In the previous discussions we examined some theoretical properties of estimators and estimation methods. In this discussion we will look into more computational issues related to estimation and these include cross validation and density estimation.
In this section we will fit a linear model to a real world data set using cross validation. Below is the data of agricultural output and related resources for 22 countries in 1950.
import pandas as pd
farm_data = pd.read_csv('farming_data.csv')
farm_data.set_index('Country',inplace='True')
print(farm_data.head(20))
Since we want to form a linear model, what should be our predictors and what should be our response?
We will try to predict net agricultural output using agriculture population, arable land, conversion ratio, productive livestock, work stock, fertilizer consumption, and number of tracktors. The type of model we will consider is of the form: $$\text{agricultural_output}_i = \sum_{i=1}^{7}\beta_ix_i + \beta_0 + \epsilon_i $$
import statsmodels.formula.api as sm
import numpy as np
farm_data['intercept'] = np.ones(( len(farm_data), ))
var_names = list(farm_data)
X = farm_data[var_names[1:]][:]
Y = farm_data['Agricultural_Output'][:]
X = pd.DataFrame.as_matrix(X)
Y = pd.DataFrame.as_matrix(Y)
result = sm.OLS(Y,X).fit()
result.summary()
Looking at the diagnostic what do you make of this fit?

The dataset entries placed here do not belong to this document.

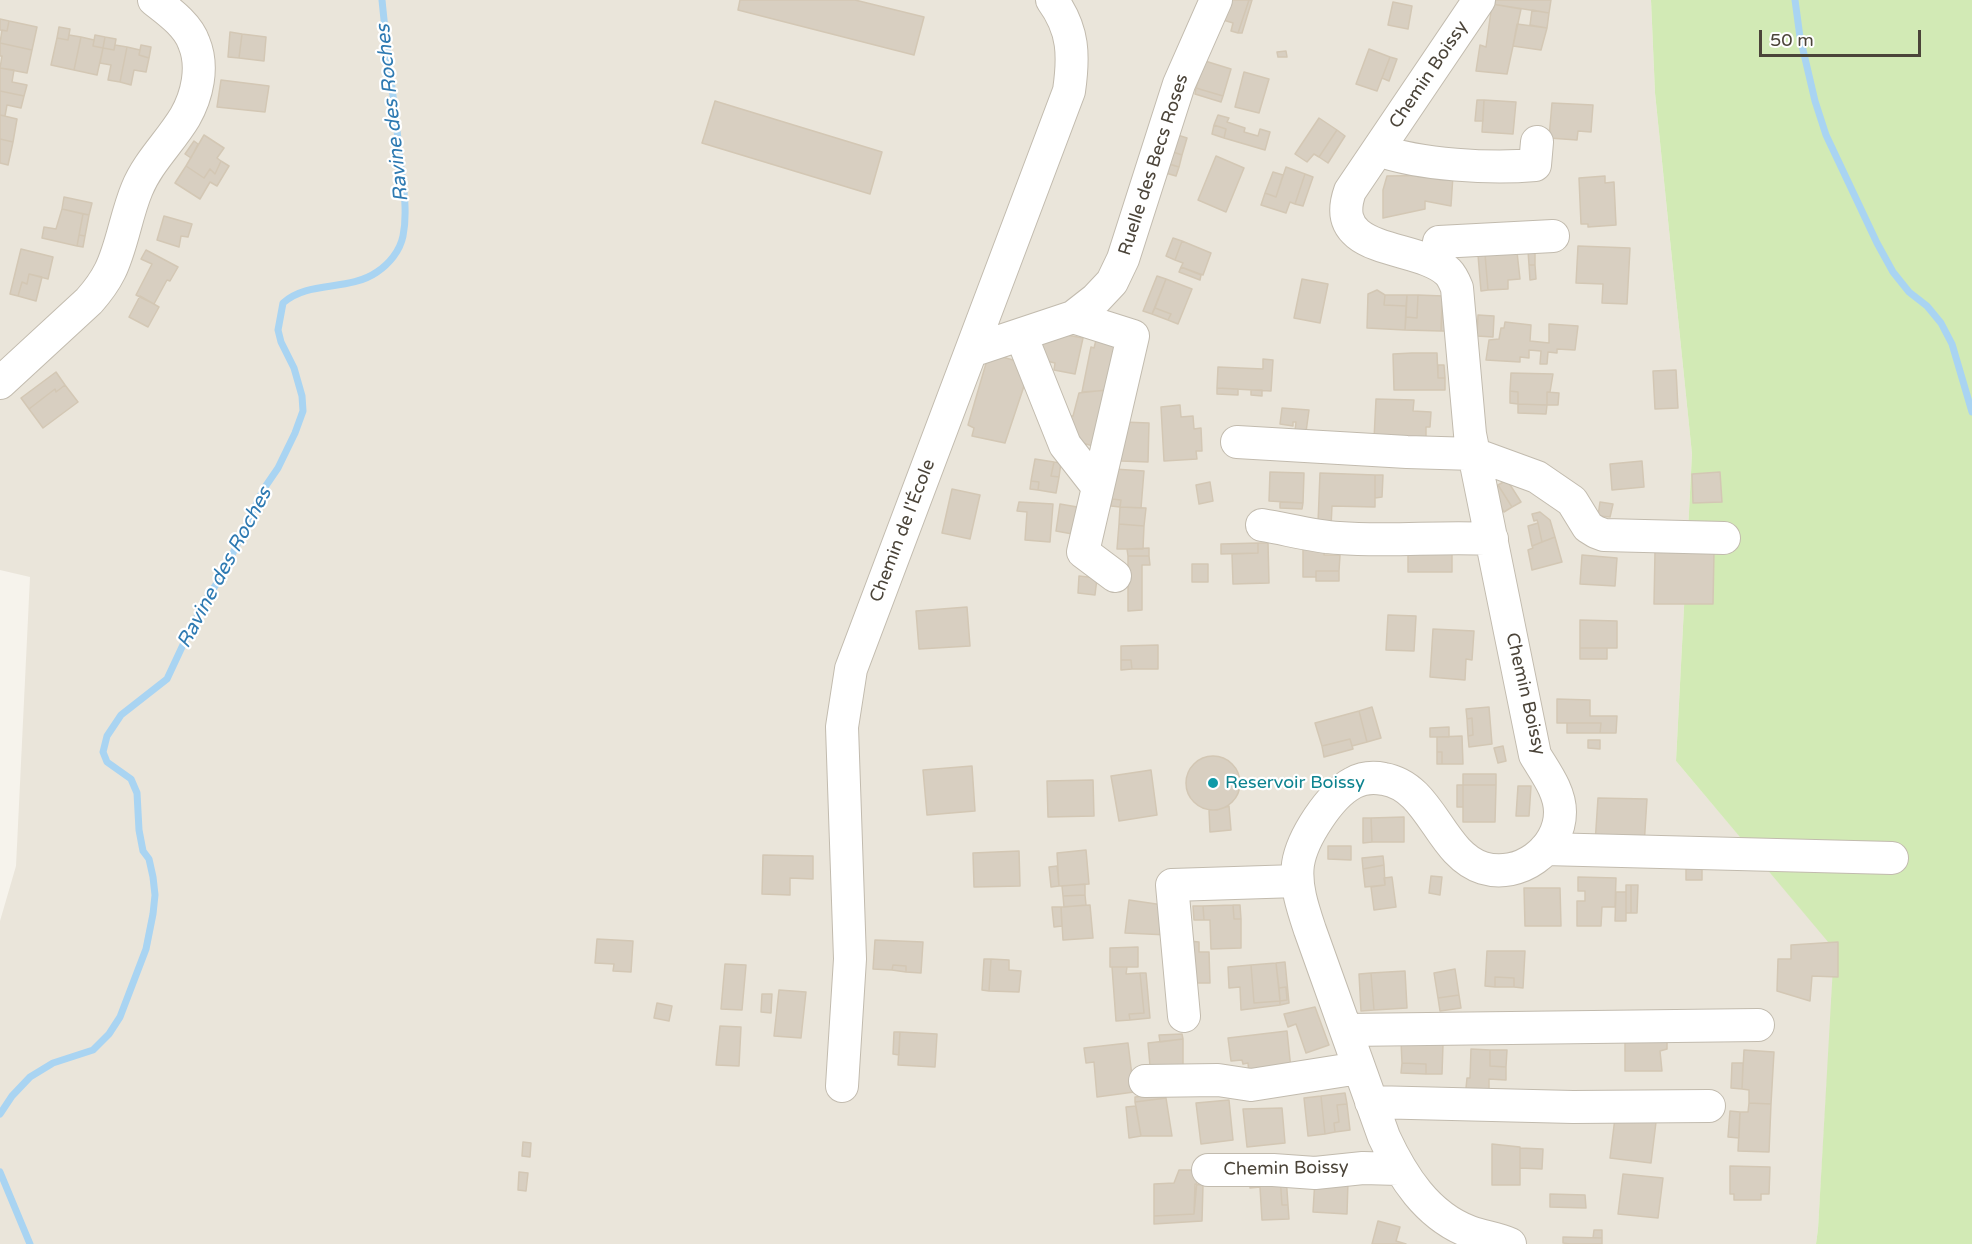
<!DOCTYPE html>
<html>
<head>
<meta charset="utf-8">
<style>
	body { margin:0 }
	#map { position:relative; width:1972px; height:1244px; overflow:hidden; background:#f6f3ec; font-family:"Varela Round",sans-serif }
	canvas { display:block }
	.scale { position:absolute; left:1759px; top:30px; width:162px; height:27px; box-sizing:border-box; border:3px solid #4b4439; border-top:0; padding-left:8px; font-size:18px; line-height:21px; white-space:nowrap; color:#4b4439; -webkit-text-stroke:4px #fff; paint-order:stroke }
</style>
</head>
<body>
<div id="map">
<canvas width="1972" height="1244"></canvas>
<div class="scale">50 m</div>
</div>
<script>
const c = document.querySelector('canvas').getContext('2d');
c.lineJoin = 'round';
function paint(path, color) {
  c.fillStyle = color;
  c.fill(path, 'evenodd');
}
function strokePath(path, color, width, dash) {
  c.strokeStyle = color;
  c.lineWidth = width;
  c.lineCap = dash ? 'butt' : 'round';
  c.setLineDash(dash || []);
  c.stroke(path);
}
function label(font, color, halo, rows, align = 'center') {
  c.font = font + ' "Varela Round",sans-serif';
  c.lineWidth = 4.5;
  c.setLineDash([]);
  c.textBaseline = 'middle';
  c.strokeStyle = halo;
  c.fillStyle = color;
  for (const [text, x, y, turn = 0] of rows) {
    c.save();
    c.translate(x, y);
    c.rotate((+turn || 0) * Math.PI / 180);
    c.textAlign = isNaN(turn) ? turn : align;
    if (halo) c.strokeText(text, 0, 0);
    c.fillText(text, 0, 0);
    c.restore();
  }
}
paint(new Path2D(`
	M0,0h1651l4,93 37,361 -16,307 159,188 -17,280 -2,15h-1816v-323l16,-55 14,-289 -30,-7z`), '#eae5da');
paint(new Path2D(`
	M1651,0h321v1244h-156l2,-15 16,-280 -158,-188 16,-307 -37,-361z`), '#d2eab5');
strokePath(new Path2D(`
	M1795,0l5,37 15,64 11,34 51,108 16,29 16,20 18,14 14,17 11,21 20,68
	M0,1114l12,-18 18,-19 23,-14 40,-13 16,-16 11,-17 26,-68 7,-35 2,-19 -2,-18 -4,-18 -6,-8 -4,-21 -2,-37 -6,-14 -24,-17 -4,-10 4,-16 14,-21 46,-36 22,-47 18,-34 16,-24 40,-84 15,-22 17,-35 8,-22 -1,-15 -8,-28 -13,-26 -3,-12 5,-27c26,-23 65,-11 94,-31 12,-8 23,-21 26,-36 5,-25 0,-52 -3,-77 -5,-53 -13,-106 -18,-159
	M0,1172l30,72`), '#a9d4f2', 7);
const building = new Path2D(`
	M740,0h115l69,17 -10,38 -176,-45z
	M1225,0h24l-11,33 -7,-2 2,-8 -13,-4z
	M1249,0h3l-10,33h-4z
	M1493,0h58l-2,13 -57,-9z
	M1393,2l19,4 -4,23 -20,-4z
	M1492,4l29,5 -14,65 -31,-3 4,-26 6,2z
	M1532,10l17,3 -2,15 -17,-3z
	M0,19l9,2 -2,10 -7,-1z
	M9,21l28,6 -5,23 -32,-7 2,-13 5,1z
	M1517,24l30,4 -6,22 -28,-4z
	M59,27l11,2 -2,11 -11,-2z
	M230,32l12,2 -3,24 -11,-1z
	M242,34l24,3 -2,24 -25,-3z
	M69,35l12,2 -7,33 -23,-5 6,-27 11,2z
	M95,35l10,2 -2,11 -10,-2z
	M81,37l13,3 -1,6 10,2 -6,27 -23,-5z
	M105,37l11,2 -2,11 -11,-2z
	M0,43l32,7 -5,23 -27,-5 2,-12h-2z
	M115,45l12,2 -7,35 -12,-2 3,-15 -11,-2 3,-15 11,2z
	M141,45l10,2 -2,11 -10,-3z
	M127,47l13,3 -1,5 10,3 -3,14 -12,-2 -3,15 -11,-3z
	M1369,49l21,8 -13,34 -21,-7z
	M1286,51l1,6h-9l-1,-5z
	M1390,57l7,2 -8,22 -7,-3z
	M1205,61l26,8 -8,27 -27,-8z
	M0,68l14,2 -2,12 15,3 -3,11 -24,-5z
	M1244,72l25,7 -10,34 -24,-6z
	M221,80l48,6 -4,26 -48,-5z
	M1196,88l27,8 -2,6 -26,-8z
	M0,91l24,5 -3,12 -14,-3 -2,11 -5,-1z
	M1477,100h7l-1,21h-8z
	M1484,100l32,2 -3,32 -31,-2z
	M715,101l167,51 -12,42 -168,-51z
	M1552,103l41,2 -2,27 -13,-1 -1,9 -28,-2z
	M0,115l17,4 -4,23 -13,-3z
	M1218,115l11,3 -2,4 18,6 -1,4 14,4 2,-7 10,3 -5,18 -41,-12 2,-9 -12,-4z
	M1319,118l18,12 -18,27 -5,-3 -7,8 -12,-8z
	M1214,125l12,4 -2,9 -12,-4z
	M1337,130l8,6 -17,27 -9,-6z
	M1168,132l19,6 -5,17 -18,-6z
	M204,135l20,13 -7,10 4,3 -6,13 -5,-5 -6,9 -18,-12z
	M0,139l13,3 -5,23 -8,-2z
	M194,141l4,3 -7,14 -6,-4z
	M1164,149l18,6 -3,12 -19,-6z
	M1216,156l28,12 -18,44 -28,-12z
	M221,161l8,5 -12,20 -7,-4 -10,17 -25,-16 11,-17 18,12 6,-9 5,5z
	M1165,163l14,4 -3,9 -14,-4z
	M1286,167l19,7 -10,30 -5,-2 -4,11 -25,-8 4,-12 11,4z
	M1273,172l10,3 -7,22 -11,-4z
	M1305,174l8,3 -10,29 -8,-2z
	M1453,175l-2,31 -26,-5v8l-42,9v-28l4,-14z
	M1605,176v7l9,-1 2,43 -28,2v-3h-7l-2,-46z
	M64,197l28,6 -3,12 -27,-6z
	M62,209l21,5 -6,32 -35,-8 2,-11 12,2z
	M83,214l6,1 -4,21 -6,-1z
	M164,216l28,8 -4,13 -7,-1 -2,11 -22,-7z
	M79,235l6,1 -2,11 -6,-1z
	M1173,238l9,3 -7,19 -9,-4z
	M1182,241l29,12 -8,22 -22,-8 2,-4 -8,-3z
	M1578,246l52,2 -3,56 -25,-1 1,-19 -27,-1z
	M21,249l32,8 -5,22 -19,-5 -2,10 -5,-2 -4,14 -8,-2z
	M146,250l32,17 -8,14 -3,-1 -13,24 -18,-9 16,-31 -11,-5z
	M1528,251h7v14h-6z
	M1517,252l3,27 -12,1v9l-20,1 -3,-36z
	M1485,254l3,36 -7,1 -3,-36z
	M1529,265h6l1,14 -6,1z
	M1181,267l20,8 -1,5 -21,-8z
	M29,274l13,3 -6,24 -18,-5 4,-14 5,2z
	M1157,276l9,3 -14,35 -9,-3z
	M1166,279l26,10 -14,35 -10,-4 3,-6 -16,-6z
	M1302,279l26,5 -8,39 -26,-5z
	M1377,290l8,5 -1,10 22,1 -1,24 -38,-2 1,-34z
	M1385,295h22l-1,11 -22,-1z
	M1407,295h11l-1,23 -11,-1z
	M1418,295l25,1 -2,35 -36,-1 1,-13 11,1z
	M140,296l19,11 -11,20 -19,-10z
	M1442,306h6l-1,25h-6z
	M1155,308l16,6 -3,6 -16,-6z
	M1478,315l16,1 -1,21 -16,-1z
	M1505,322l26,3 -1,16 19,2v-19l29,2 -3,24 -18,-1v4l-9,-1 -1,12h-7l1,-13 -12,-1v8l-9,-1v5l-34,-2 3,-20 10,-1 2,-11h3z
	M1056,333l27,5 -8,36 -21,-4 1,-7 -21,-5 4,-19z
	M1097,336l19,3 -5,51 -29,2 9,-45 3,1z
	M1412,353h25l1,25h7v12h-51l-1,-36z
	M995,355l29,8 5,8 -24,72 -33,-7 2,-8 -6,-3 19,-65z
	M1263,359l10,1 -2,31 -54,-3 1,-21 45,2z
	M1438,365h6l1,13h-7z
	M1676,370l2,38 -23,1 -2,-38z
	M56,372l9,13 -9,7 -1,-3 -26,20 -8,-11z
	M1511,373l42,1 -3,18h-3v13l-29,-1v-12l-8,-1z
	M65,385l13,17 -35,26 -14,-19 26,-20 1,3z
	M1217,388l21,1v6l-21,-1z
	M1106,390l-9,57 -30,-8 3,-23h3l6,-23z
	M1251,390h11v6l-11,-1z
	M1510,391l8,1v12l-8,-1z
	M1547,392l12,1 -1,12h-11z
	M1376,399l38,1 -1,11 18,1 -1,15h-4v15l-52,-3z
	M1518,404l29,1 -1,9 -28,-1z
	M1180,405l1,12 12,-1 1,13 7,-1 1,23h-6l1,8 -33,2 -3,-54z
	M1282,408l27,2 -3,22 -11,-1 1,-9h-3v4l-13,-2z
	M1123,422l26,1 -1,39 -27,-1z
	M1035,459l19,3 -3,14 8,1 -3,16 -18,-3 1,-8 -8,-1z
	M1642,461l2,26 -32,3 -2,-26z
	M1054,462l7,1 -2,14 -8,-1z
	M1114,469l30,2 -3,37 -21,-1 1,-7 -9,-1z
	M1270,472l34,1 -1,30 -34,-2z
	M1720,472l2,30 -29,1 -1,-29z
	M1320,473l55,2v32l-43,-1 -1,21 -13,-4z
	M1375,475h8l-1,22 -7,1z
	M1507,480l14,22 -9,5 -14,-22z
	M1031,481l8,1 -1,8 -8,-1z
	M1210,482l3,19 -14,3 -3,-19z
	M1498,485l14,22 -8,5 -14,-22z
	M952,489l28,6 -10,44 -28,-6z
	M1112,499l9,1 -1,7 -9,-1z
	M1019,502l34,2 -3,38 -25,-2 2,-28 -10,-1z
	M1280,502l23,1 -1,6 -22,-1z
	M1600,502l13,2 -3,13 -12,-1z
	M1060,504l23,4 -5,27 -22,-4z
	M1120,507l26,1 -2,18 -25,-2z
	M1540,512l10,8 5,17 -13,5 -4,-19 -1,-3 -3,1 -2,-7z
	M1538,523l4,19 -10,4 -4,-20z
	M1119,524l25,2 -1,23h-26z
	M1555,537l7,25 -30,8 -4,-20 5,-2 -1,-2z
	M1258,543v10l-37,1v-10z
	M1258,543h10l1,40 -36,1 -1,-30 26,-1z
	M1303,543l22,1 -1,11h16l-1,16h-23v6h-13z
	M1408,544h44v28h-44z
	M1149,548v8h-21l-1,-7z
	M1655,551h59l-1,53h-59z
	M1582,555l35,3 -2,28 -35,-2z
	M1128,556h21l1,9h-8v45l-14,1z
	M1192,564h16v18h-16z
	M1316,571h23v10h-23z
	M1079,576l18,2 -2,17 -17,-2z
	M967,607l3,39 -51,3 -3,-38z
	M1388,615l28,1 -2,35 -28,-1z
	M1580,620l37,1v27h-37z
	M1433,629l41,2 -2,29 -6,-1 -1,21 -35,-3z
	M1158,645v24h-26l-1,-9h-10v-14z
	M1580,648h27v11h-27z
	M1121,660h10l1,9 -11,1z
	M1557,699l33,1v16h27l-1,17h-16l1,-10h-44z
	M1372,707l9,31 -14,4 -8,-31z
	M1489,707l3,37 -23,3 -1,-11 5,-1 -1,-17 -5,1 -1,-10z
	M1359,711l8,31 -15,4 -2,-7 -28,7 -7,-23z
	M1472,718l1,17 -5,1 -1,-17z
	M1567,723h34l-1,10h-33z
	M1449,727v10h-19v-9z
	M1462,736l1,28h-21v-12h-5v-15z
	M1350,739l3,10 -29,8 -2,-11z
	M1588,740h12v9l-12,-1z
	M1503,746l3,15 -8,2 -4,-15z
	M1437,752h5v12h-5z
	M1186 783a27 27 0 1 1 54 0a27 27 0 1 1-54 0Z
	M972,766l3,45 -48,4 -4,-45z
	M1151,770l6,45 -38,6 -8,-45z
	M1463,774h33v11h-33z
	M1093,780l1,36 -46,1 -1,-36z
	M1457,785h6v22h-6z
	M1463,785h33l-1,37h-32z
	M1518,786h13l-2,30h-13z
	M1598,798l49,1 -3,47 -49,-2z
	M1229,806l2,24 -21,2 -1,-22h8z
	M1404,817v25h-32l-1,-24z
	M1363,818h8l1,24 -9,1z
	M1328,846h23v14l-23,-1z
	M1086,850l3,34 -30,2 -2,-33z
	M1019,851l1,35 -46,1 -1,-34z
	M763,855l50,1v23l-23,-1v17l-28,-1z
	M1383,856l1,9 -21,4 -1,-11z
	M1686,859h16v21h-16z
	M1384,865l1,20 -20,2 -2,-18z
	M1057,866l2,20 -8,1 -2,-20z
	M1431,876l11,1 -2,18 -11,-2z
	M1392,877l4,30 -22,3 -3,-23 14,-2 -1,-7z
	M1578,877l38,1 -1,29h-13l-1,19h-24v-25h8v-10h-7z
	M1085,884v11l-22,1 -1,-10z
	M1626,885h5v28h-5z
	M1631,885h7l-1,28h-6z
	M1524,888h36l1,38h-36z
	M1616,892h10v29h-11z
	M1085,895l1,10 -22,2 -1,-11z
	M1129,900l41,6 -2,29 -43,-2z
	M1090,905l3,33 -30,2 -2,-33z
	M1233,905h7l1,14h-7z
	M1233,905l1,14h7v29l-30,1 -1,-29h-6l-1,-14z
	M1193,906h10l1,14h-10z
	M1052,907h9l1,19 -8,1z
	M597,939l36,2 -2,31 -18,-1 1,-7 -19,-1z
	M875,940l48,2 -2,31 -15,-1v-6l-13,-1 -1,5 -19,-1z
	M1188,941l11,1v10h10l1,31h-18z
	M1838,942v35l-26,-1 -2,25 -33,-10 1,-32h13v-14z
	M1138,947v20h-28v-19z
	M1487,951h38l-2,37 -9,-1v-9l-19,-1v10l-10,-1z
	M984,959h7l-2,32 -7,-1z
	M991,959l18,1v10l12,1 -2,21 -30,-1z
	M1285,962l4,41 -9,2v-4l7,-1 -1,-13 -7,1 -3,-25z
	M1276,963l4,38 -26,2 -3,-38z
	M725,964l21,1 -4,45 -21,-1z
	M893,965l13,1v6l-14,-2z
	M1251,965l3,38 26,-2v4l-39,5 -1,-23 -11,1 -1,-21z
	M1112,967h15l-1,7 14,-1 4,40 -15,1 1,6 -14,1z
	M1455,969l4,26 -21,3 -4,-25z
	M1405,971l2,37 -33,2 -3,-37z
	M1140,973h6l4,45 -20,2 -1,-6 15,-1z
	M1371,973l3,37 -13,1 -2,-37z
	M1495,977l19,1v9h-19z
	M1286,987l1,13 -7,1 -1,-13z
	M779,990l27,2 -5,46 -27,-2z
	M762,994h10l-1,19 -10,-1z
	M1459,995l2,13 -21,3 -2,-13z
	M657,1003l15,3 -3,15 -15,-3z
	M1315,1007l14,38 -23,8 -10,-29 -8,3 -4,-13z
	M720,1026l21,1 -2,39 -23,-1z
	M1287,1031l4,38 -42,5 -1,-11 -5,1 -1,-4 -11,1 -3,-23z
	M894,1032h6l-1,23 -6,-1z
	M900,1032l37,2 -2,33 -37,-2z
	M1182,1034l1,5 -23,3 -1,-7z
	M1667,1038v11l-7,2 2,20h-37v-32z
	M1183,1039v28l-33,-1 -2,-23z
	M1401,1041l42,3 -1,30h-16v-10l-24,-1z
	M1128,1043l6,49 -37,5 -3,-35 -8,1 -2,-15z
	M1471,1049l19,1v16l16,1v13l-17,-1v10l-23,-1 1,-10h3z
	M1490,1050h17l-1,17 -16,-1z
	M1744,1050l30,2 -3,52 -22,-1v-13l-7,-1z
	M1402,1063l24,1v10l-25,-1z
	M1732,1063h11l-1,26 -11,-1z
	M1345,1093l2,11 -10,1 2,17 -5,1 1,9 -10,2 -4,-38z
	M1165,1094l1,4 -31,4v-5z
	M1321,1096l4,38 -17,2 -4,-38z
	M1166,1098l6,38h-31l-6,-34z
	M1229,1100l4,40 -32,4 -5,-41z
	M1749,1103l22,1 -2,48 -31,-1 2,-39h8z
	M1347,1104l3,26 -15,2 -1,-9 5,-1 -2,-17z
	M1136,1106l5,30 -12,2 -3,-31z
	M1282,1108l3,35 -38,4 -4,-38z
	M1730,1111l10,1 -1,26 -11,-1z
	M1615,1118l41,4 -5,41 -41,-5z
	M523,1142l8,1 -1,14 -8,-1z
	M1492,1144l28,3v38h-28z
	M1520,1148l23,1 -1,20 -22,-1z
	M1730,1166l40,1 -1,27h-8v6h-27v-6h-4z
	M1179,1170h19l-4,44 -40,2v-32l20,-1z
	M519,1172l9,1 -2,18 -8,-1z
	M1623,1174l40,4 -5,40 -40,-4z
	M1280,1176h6l2,29h-6z
	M1280,1176l2,29h6l1,14 -27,1 -2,-33 -10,1v-10z
	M1315,1179l33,2 -1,33 -34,-2z
	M1195,1184l8,1 -1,36 -48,3v-8l40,-2z
	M1550,1194l35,1 1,13 -36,-1z
	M1378,1221l22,6 -4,14 10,3h-34z
	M1594,1230h8v8h-9z
	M1563,1237l39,1v6h-32l-7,-1z`);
paint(building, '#d8cfc1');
strokePath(building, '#d3c7b4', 1.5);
const minor = new Path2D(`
	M1479,0l-129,191c-23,65 68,52 98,81 4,4 7,11 9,16l13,146 65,321c10,17 25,36 25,57 0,38 -41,67 -77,56 -44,-14 -51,-81 -99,-89 -10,-2 -22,-1 -31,4 -23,12 -51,55 -55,81 -3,22 5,45 12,66l74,207c18,39 43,79 86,95 13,5 27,6 40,12
	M1378,150c42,15 113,19 157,15l2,-23
	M1436,263l3,-21 114,-6
	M1073,317l60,19 -50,216 32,24
	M1021,335l44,110 32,41
	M971,351l102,-34 23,-18 16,-17 11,-23 56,-175 37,-84
	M0,383l89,-82c8,-9 15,-18 21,-30 12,-24 16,-56 27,-82 11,-27 33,-47 48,-72 12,-21 19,-50 9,-74 -6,-18 -26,-32 -40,-43
	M1237,442l170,10 67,2 63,23 35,24 16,26 8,5 8,3 120,3
	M1262,525c25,4 52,12 77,13 51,4 102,-2 153,1
	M1545,849l347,9
	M1184,1016l-12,-131 125,-4
	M1346,1030l412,-5
	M1145,1081l73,-1 33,5 108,-17
	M842,1086l8,-127 -8,-232 9,-58 218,-578c5,-35 5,-61 -17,-91
	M1371,1102l202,5 136,-1
	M1208,1170h65l42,3 48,-5 36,1`);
strokePath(minor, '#c2bbae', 34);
strokePath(minor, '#fff', 32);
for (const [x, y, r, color] of [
	[1213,783,6,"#0f9aa8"]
]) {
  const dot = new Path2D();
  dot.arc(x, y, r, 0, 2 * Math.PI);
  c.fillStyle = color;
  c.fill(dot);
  strokePath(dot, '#fff', 2);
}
label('18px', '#4b4439', '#fff', [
	["Chemin Boissy",1429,75,-56],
	["Ruelle des Becs Roses",1154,165,-72],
	["Chemin de l'École",903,531,-69],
	["Chemin Boissy",1525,694,77],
	["Chemin Boissy",1286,1169,-1]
]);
label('18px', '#0d838f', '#fff', [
	["Reservoir Boissy",1225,783]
], 'left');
label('italic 20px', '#2e7ab2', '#fff', [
	["Ravine des Roches",393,113,-96],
	["Ravine des Roches",225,568,-62]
]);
</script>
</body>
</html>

Clearly we have a very high are squared by it seems like the values of the variable coeffiecients are varying from very small to very large, this could indicate a model selection issue. In the last discussion we saw that the problem of model seleciton can be adressed by using regularization. Below is the type of problem which we would use to fit with $\lambda$ and $\mu$ being the two regularization coefficients:
$$\min_{\beta} \sum_{i=1}^{22} (\text{agricultural output}_i - \sum_{i=1}^{7}\beta_ix_i + \beta_0)^2 + \mu\sum_{j=0}^7\beta_j^2 + \lambda\sum_{j=0}^7|\beta_j| $$What sort of regularization/regression problem would we be solving if $\lambda >0 $ and $\mu = 0$? what if $\lambda = 0,\mu>0$? And what if $\lambda>0,\mu>0$?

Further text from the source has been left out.